Provided data:
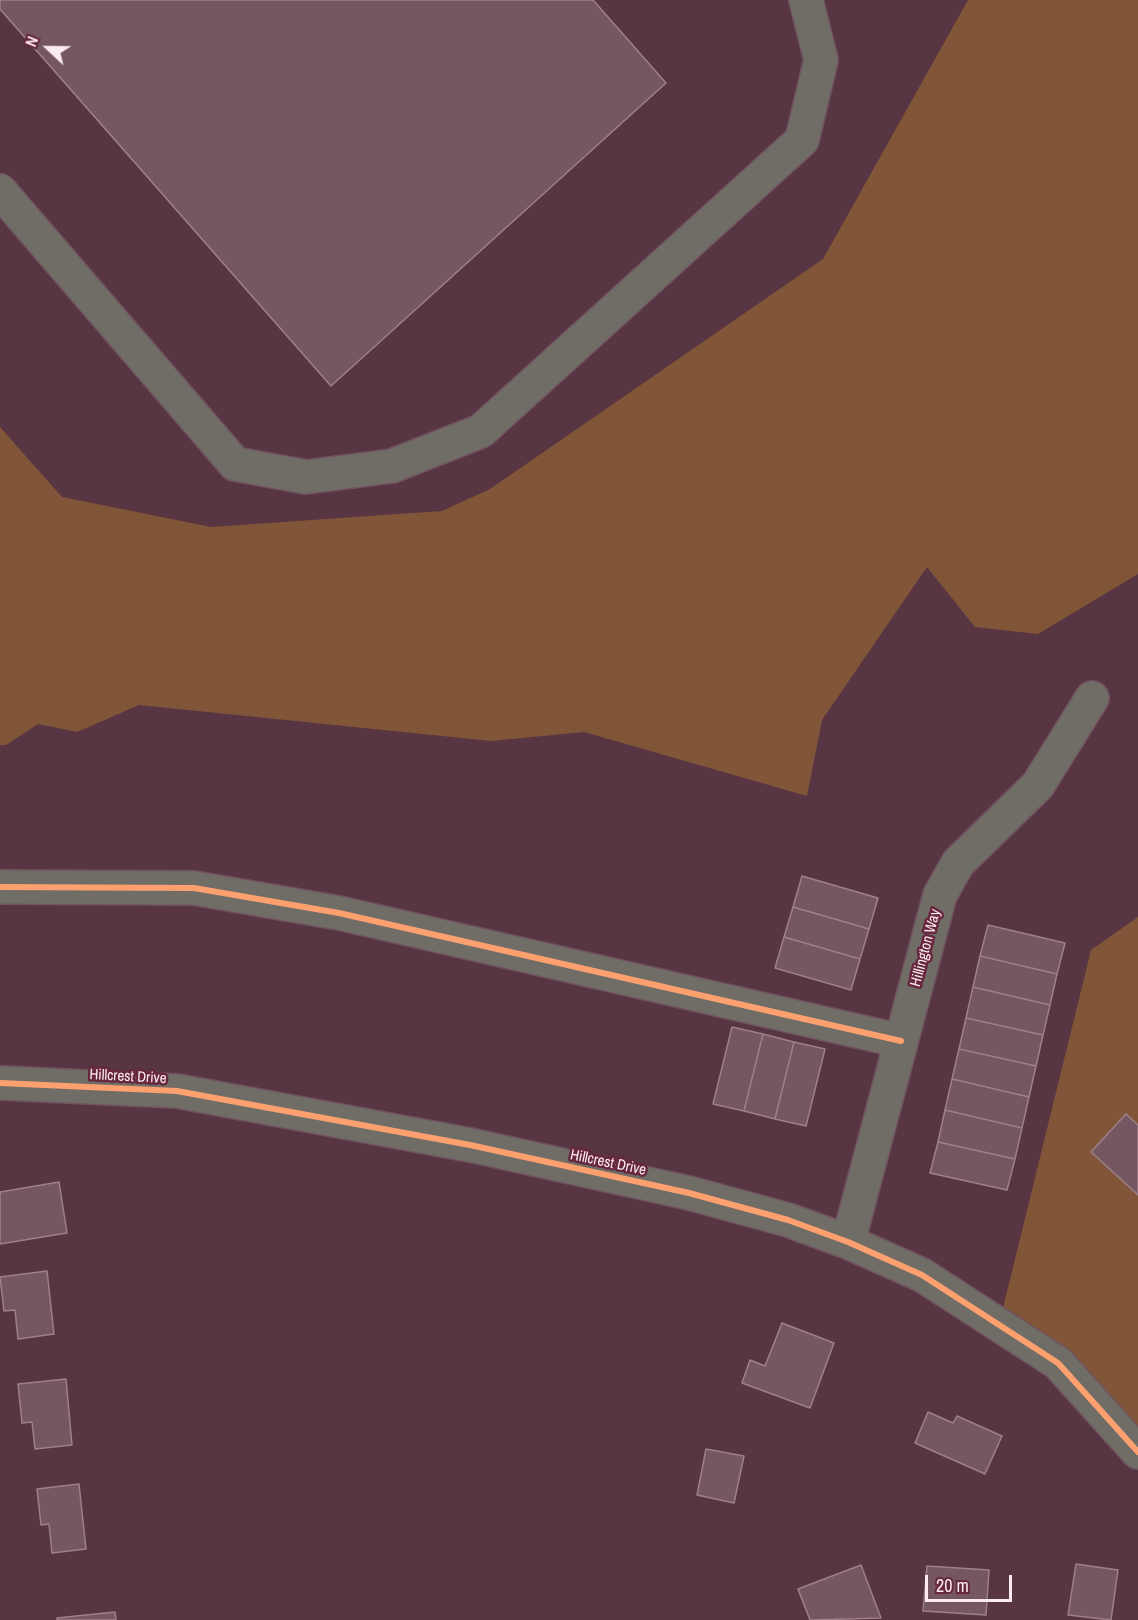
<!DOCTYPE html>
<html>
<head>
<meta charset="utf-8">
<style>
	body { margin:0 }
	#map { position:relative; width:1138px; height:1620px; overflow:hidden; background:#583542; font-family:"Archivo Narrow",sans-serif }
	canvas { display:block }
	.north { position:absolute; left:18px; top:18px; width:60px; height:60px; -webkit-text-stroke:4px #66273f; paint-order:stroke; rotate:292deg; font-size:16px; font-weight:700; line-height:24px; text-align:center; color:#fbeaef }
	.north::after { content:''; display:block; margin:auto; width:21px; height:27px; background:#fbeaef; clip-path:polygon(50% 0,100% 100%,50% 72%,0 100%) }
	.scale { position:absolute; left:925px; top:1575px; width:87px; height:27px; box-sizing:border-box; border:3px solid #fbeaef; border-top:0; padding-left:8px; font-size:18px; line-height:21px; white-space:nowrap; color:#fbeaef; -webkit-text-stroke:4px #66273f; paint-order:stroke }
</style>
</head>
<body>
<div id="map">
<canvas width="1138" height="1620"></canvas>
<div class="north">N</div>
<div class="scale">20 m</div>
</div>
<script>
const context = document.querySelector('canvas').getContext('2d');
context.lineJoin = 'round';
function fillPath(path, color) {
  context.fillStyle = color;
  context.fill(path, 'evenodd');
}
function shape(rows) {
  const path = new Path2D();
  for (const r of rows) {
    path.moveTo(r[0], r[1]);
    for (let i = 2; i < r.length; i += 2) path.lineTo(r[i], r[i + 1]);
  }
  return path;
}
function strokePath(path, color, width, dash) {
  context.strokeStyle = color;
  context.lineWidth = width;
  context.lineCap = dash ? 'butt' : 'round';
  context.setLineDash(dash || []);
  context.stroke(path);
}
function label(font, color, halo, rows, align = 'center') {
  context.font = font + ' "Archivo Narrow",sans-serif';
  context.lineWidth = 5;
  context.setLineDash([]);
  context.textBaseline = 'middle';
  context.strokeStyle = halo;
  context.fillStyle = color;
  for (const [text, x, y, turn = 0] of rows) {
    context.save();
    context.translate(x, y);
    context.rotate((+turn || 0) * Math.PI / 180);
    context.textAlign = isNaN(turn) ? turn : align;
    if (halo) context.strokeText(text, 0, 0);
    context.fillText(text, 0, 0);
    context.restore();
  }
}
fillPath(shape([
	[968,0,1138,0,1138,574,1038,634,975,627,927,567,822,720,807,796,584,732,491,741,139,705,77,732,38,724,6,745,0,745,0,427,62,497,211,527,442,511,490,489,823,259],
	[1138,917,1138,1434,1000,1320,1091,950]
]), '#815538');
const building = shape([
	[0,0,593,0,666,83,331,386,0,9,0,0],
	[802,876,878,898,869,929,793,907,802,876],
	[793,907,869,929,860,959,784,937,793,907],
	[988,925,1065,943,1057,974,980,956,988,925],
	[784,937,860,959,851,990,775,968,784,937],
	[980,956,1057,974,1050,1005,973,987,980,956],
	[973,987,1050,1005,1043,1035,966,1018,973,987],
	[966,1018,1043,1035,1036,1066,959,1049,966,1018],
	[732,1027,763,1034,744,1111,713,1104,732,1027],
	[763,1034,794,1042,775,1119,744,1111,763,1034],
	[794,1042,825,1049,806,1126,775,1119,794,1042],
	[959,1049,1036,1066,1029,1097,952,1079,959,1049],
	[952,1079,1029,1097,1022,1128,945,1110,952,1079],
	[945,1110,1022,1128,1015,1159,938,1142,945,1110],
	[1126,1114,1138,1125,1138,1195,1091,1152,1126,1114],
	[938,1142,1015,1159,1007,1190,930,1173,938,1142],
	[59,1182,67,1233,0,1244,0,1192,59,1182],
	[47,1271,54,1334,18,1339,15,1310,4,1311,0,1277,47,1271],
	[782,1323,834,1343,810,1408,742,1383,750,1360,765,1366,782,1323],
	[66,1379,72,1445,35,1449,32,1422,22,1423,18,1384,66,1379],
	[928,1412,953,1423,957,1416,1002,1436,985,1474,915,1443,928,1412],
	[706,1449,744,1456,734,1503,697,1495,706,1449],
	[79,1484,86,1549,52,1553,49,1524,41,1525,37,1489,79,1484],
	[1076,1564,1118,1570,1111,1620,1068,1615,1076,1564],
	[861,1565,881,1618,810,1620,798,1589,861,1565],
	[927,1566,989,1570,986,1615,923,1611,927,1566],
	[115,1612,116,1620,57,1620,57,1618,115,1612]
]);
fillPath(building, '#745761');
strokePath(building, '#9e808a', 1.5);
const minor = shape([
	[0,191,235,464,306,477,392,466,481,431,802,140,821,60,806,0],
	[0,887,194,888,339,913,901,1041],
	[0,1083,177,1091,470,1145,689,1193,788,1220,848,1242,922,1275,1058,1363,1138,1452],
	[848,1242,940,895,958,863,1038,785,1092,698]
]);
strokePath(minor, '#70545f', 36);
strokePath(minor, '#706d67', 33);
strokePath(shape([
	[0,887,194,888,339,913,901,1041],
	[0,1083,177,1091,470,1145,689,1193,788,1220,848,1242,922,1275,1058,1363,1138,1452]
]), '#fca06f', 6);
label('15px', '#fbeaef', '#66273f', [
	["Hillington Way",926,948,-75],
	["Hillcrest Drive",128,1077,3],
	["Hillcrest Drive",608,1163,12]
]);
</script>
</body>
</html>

Task goal:
Output, from the data above, the lines from the line with "context.lineWidth = 5;" to the line with "context.rotate((+turn || 0)" exactly as they stand, both ends included and nothing else.

Worked solution:
  context.lineWidth = 5;
  context.setLineDash([]);
  context.textBaseline = 'middle';
  context.strokeStyle = halo;
  context.fillStyle = color;
  for (const [text, x, y, turn = 0] of rows) {
    context.save();
    context.translate(x, y);
    context.rotate((+turn || 0) * Math.PI / 180);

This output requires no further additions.